The synthesis of enantiomerically pure triaryl- and diarylvinyl-phosphine oxides from PCl3 by three sequential nucleophilic displacements at phosphorus is demonstrated. A single diastereoisomer of the P-chlorooxazaphospholidine 4 is treated with an arylmagnesium halide to effect displacement of chloride. The major stereoisomer is formed with retention of configuration. After oxidation to the phosphine oxide with tert-butyl hydroperoxide, a second Grignard reaction leads to regiospecific and stereospecific P–O ring cleavage so that a second aryl group is introduced with retention of configuration. For the final step, the P–N bond is subjected to acid-catalysed methanolysis, previously shown to occur with inversion of configuration, followed by P–OMe displacement with a third arylmagnesium halide. The overall yield of triarylphosphine oxide is up to 29% for the cited five steps.

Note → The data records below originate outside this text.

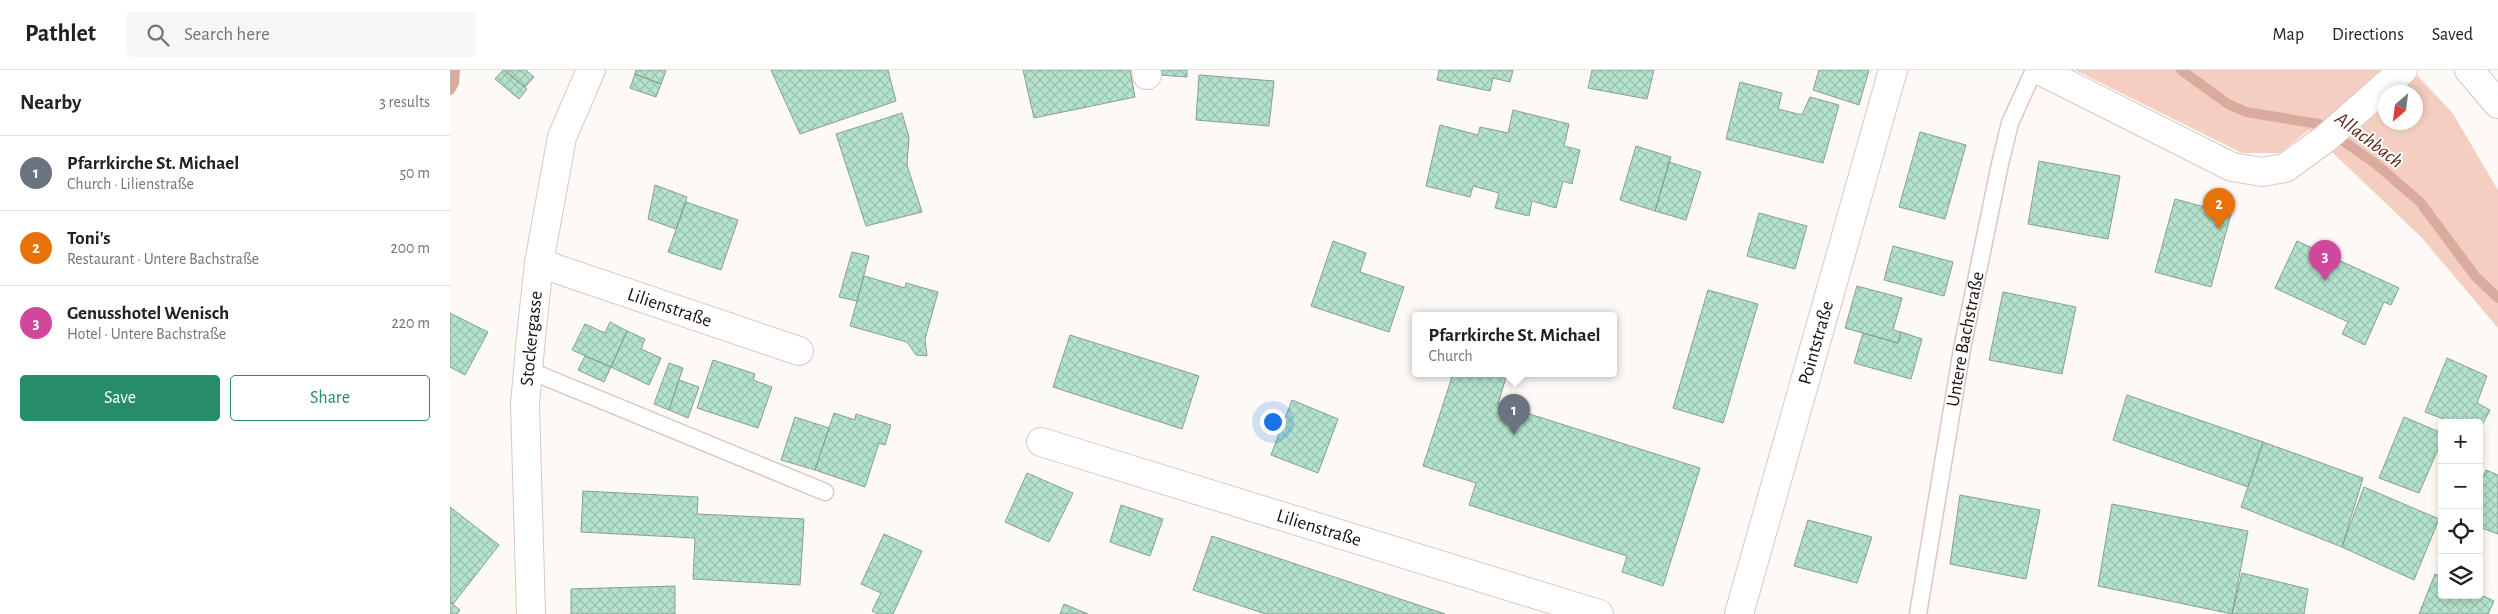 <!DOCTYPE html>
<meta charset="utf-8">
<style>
:root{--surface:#fff;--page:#f6f6f6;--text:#202124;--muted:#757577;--line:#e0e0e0;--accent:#278d68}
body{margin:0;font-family:"Alegreya Sans",sans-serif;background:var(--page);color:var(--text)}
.controls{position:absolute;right:15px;bottom:15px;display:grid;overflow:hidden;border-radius:5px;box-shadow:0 2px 8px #0003}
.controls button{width:45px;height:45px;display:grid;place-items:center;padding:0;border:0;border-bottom:1px solid var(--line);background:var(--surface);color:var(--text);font:25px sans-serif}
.compass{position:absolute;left:1928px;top:15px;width:45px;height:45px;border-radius:50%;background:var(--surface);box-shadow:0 2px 8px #0003;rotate:208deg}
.you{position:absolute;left:822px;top:351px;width:18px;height:18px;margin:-12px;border:4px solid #fff;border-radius:50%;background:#1a73e8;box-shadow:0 0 0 8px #1a73e833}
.badge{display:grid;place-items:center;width:32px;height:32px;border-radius:50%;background:var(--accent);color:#fff;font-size:16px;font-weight:700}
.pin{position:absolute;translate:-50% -41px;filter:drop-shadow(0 1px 2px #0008)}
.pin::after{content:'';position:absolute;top:26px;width:18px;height:15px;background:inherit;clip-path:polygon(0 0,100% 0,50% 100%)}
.popup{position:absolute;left:962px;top:242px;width:205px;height:65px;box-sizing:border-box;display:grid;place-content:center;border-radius:5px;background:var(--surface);filter:drop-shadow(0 1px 4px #0005);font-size:16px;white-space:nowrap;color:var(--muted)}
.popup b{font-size:19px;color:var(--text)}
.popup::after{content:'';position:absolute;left:50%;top:100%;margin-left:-10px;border:10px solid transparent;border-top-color:var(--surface)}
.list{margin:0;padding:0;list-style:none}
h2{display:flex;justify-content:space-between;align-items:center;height:65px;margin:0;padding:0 20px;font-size:21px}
h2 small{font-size:16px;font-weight:400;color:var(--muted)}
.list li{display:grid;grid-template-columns:32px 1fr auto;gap:15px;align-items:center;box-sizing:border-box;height:75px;padding:0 20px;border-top:1px solid var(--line)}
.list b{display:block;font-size:19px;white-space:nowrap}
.list p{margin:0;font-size:16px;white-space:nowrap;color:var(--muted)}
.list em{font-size:16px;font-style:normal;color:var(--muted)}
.actions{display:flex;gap:10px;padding:15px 20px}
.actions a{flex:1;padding:11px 0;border:1px solid var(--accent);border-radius:5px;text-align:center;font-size:18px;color:var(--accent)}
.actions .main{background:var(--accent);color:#fff}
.icon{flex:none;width:28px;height:28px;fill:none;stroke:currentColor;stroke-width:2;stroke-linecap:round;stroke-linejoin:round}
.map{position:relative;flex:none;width:2048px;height:544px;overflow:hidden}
header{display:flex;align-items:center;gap:30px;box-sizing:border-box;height:70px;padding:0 25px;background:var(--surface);border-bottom:1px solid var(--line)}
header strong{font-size:24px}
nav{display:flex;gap:28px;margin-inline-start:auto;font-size:18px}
.search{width:350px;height:45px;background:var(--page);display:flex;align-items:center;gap:12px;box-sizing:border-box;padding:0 18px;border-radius:5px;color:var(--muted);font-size:19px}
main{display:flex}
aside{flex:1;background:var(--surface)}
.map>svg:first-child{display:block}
.park{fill:#f5cec2;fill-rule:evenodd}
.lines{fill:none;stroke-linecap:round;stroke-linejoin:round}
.stream{stroke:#d9ab9e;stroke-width:10}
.building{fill:url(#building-cross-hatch);stroke:#8a9e94}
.service-casing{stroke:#ddc7c0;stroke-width:19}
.minor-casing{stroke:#ddc7c0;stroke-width:30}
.secondary-casing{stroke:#ddc7c0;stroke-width:30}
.service{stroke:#fff;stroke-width:16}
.minor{stroke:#fff;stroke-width:28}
.secondary{stroke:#fff;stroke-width:28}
.labels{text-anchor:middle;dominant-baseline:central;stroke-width:4;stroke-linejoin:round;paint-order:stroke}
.street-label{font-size:19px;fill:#19120f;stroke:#fff}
.water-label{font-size:20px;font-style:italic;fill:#602817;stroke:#fff}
</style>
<header>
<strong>Pathlet</strong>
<div class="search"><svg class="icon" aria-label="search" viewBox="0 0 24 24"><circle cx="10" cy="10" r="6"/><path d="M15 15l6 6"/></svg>Search here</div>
<nav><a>Map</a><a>Directions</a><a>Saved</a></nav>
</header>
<main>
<aside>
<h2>Nearby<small>3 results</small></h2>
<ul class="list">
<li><span class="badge" style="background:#6b7280">1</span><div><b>Pfarrkirche St. Michael</b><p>Church · Lilienstraße</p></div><em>50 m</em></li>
<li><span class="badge" style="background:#e8710a">2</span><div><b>Toni's</b><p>Restaurant · Untere Bachstraße</p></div><em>200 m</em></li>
<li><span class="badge" style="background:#d1479c">3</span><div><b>Genusshotel Wenisch</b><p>Hotel · Untere Bachstraße</p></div><em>220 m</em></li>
</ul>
<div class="actions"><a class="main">Save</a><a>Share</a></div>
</aside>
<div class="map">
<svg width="2048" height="544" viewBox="0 0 2048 544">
<defs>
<pattern id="building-cross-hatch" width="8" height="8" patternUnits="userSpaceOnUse" patternTransform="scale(1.25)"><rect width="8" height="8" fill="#b4e3cd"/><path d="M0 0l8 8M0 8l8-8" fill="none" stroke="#9ac2af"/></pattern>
</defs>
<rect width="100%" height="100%" fill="#fdf9f7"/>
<path class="park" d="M1625 0H1962L2002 42 2048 120V258L1971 167 1859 60 1830 83H1792ZM1936 22H1966V52H1936Z"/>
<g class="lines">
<path class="stream" d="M1731 0 1778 34 1796 42 1869 54 1926 94 1970 132 2025 206 2048 228
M0 20 4 13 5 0"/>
</g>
<path class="building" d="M53 0 77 19 69 29 45 9Z
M55 0H76L84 7 75 17Z
M186 0H213L216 1 211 14 185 4Z
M321 0H438L446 31 350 64Z
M573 0H680L685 27 584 48Z
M709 0H737V7L709 5Z
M989 0H1063L1060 12 1043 8 1040 21 987 10Z
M1142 0H1204L1197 29 1138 18Z
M1369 0H1419L1409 35 1363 20Z
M185 4 211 14 206 27 180 18Z
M749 5 824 11 819 56 746 50Z
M1290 12 1332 23 1328 39 1352 45 1360 27 1389 35 1373 93 1276 69Z
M1063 40 1119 54 1114 76 1130 80 1122 114 1113 111 1106 138 1082 131 1079 146 1045 138 1049 123 1023 116 1020 127 976 116 990 55 1028 65 1030 57 1058 63Z
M452 43 459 67 457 95 472 142 416 156 386 64Z
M1470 62 1516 75 1495 149 1449 137Z
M1186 76 1221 87 1205 141 1170 130Z
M1589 91 1670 106 1658 169 1578 154Z
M1219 92 1251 102 1236 150 1205 141Z
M205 115 237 127 226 159 198 149Z
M1725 129 1781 144 1761 217 1705 202Z
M236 132 288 150 271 200 218 182Z
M1309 143 1357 156 1345 199 1297 186Z
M883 171 916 183 910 202 954 217 939 262 861 236Z
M1847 171 1949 218 1941 235 1934 232 1915 275 1892 264 1898 252 1825 218Z
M1443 176 1503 192 1494 226 1434 210Z
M402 182 419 186 407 231 389 227Z
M414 206 455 218 456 213 488 222 475 269 477 286 466 285 457 272 400 256Z
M1407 216 1452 228 1443 260 1451 262 1448 273 1395 258Z
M1258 220 1308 234 1273 353 1223 338Z
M1553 222 1626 237 1612 304 1539 290Z
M0 243 38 262 15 305 0 297Z
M160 252 177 261 161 297 122 280 135 254 155 263Z
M177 261 195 269 191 279 211 288 199 315 161 297Z
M1451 262 1472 269 1461 309 1404 293 1413 263 1448 273Z
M620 265 749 306 732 359 603 317Z
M135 286 161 297 154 312 128 300Z
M1997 288 2037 306 2027 333 2040 340 2029 361V353H2004L1975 342Z
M263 290 305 304 303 310 322 317 308 358 247 338Z
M219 293 233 298 219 340 204 334Z
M1003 304H1057L1048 334 1250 398 1213 516 1172 502 1177 486 1019 435 1026 413 973 396Z
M229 310 249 317 238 348 219 340Z
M1677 325 1813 372 1798 417 1663 370Z
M842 330 888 349 868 403 821 385Z
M384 343 405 350 406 344 441 355 435 375 429 373 415 417 365 400Z
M345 347 379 358 365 400 331 390Z
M1954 347 1992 363V370L1969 423 1929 408Z
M1813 372 1913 408 1892 477 1791 437Z
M2036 400 2048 405V464L2029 457V416Z
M577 403 623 423 599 472 555 452Z
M1914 417 1989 449 1964 510 1892 477Z
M133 421 248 427 247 444 354 449 350 515 243 509 245 468 131 462Z
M1510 425 1590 440 1576 509 1500 494Z
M1662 434 1798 461 1782 544 1648 516Z
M671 435 713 449 700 486 660 472Z
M0 437 49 475 3 534 0 532Z
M1358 450 1422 467 1407 513 1344 496Z
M434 464 472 481 443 544H428L422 541 431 523 411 514Z
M762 466 995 544H816L743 520Z
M1792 503 1858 519 1854 544H1782Z
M1985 504 1992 507V525L2029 524 2044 531 2038 544H1969Z
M225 516V544H121V519Z
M0 532 10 540 7 544H0Z
M614 534 638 544H610Z"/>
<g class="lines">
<defs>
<g id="service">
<path d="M78 300 375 422"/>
<path id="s1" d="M1468 544 1512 279 1550 94 1560 53 1584 0"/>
</g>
<g id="minor">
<path d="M696 0 697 5"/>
<path d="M1589 0 1782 97 1812 102 1835 98 1875 69 1953 0"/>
<path id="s2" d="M89 193 349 281"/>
<path id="s3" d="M591 372 1149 544"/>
<path id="s4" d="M81 544 75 334 81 267 89 193 112 67 141 0"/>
<path id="s5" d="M1289 544 1443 0"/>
</g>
<path id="secondary" d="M2019 0 2048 34"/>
</defs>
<use href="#service" class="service-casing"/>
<use href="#minor" class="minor-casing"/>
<use href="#secondary" class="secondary-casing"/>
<use href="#service" class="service"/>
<use href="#minor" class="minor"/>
<use href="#secondary" class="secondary"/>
</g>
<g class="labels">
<g class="street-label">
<text stroke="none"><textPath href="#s2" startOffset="138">Lilienstraße</textPath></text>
<text stroke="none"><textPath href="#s4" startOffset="276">Stockergasse</textPath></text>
<text stroke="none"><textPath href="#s1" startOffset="279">Untere Bachstraße</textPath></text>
<text stroke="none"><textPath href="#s5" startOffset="282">Pointstraße</textPath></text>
<text stroke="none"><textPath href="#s3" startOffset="291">Lilienstraße</textPath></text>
</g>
<g class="water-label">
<text transform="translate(1919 70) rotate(37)">Allachbach</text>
</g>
</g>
</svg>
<div class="controls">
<button>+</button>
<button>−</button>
<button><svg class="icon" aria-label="locate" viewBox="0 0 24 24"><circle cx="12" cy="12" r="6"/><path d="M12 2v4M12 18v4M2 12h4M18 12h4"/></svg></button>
<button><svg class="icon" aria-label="layers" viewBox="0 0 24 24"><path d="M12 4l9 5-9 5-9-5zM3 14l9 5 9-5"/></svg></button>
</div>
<svg class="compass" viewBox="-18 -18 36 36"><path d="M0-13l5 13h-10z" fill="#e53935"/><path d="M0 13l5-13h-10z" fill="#757577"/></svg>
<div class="you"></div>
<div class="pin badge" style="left:1064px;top:365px;background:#6b7280">1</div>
<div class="popup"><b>Pfarrkirche St. Michael</b>Church</div>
<div class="pin badge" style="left:1769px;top:159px;background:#e8710a">2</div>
<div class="pin badge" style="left:1875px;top:211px;background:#d1479c">3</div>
</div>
</main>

Simple methoxyaryl or 2-naphthyl residues are employed to demonstrate the methodology, which permits the multigram-scale preparation of this class of compound in 94% e.e. The stereochemical course of the nucleophilic displacements with arylmagnesium halides is consistent with a model in which the organomagnesium reagent is complexed to the oxo-group and attacks phosphorus cis-to it in a direction defined by both electronic and steric factors.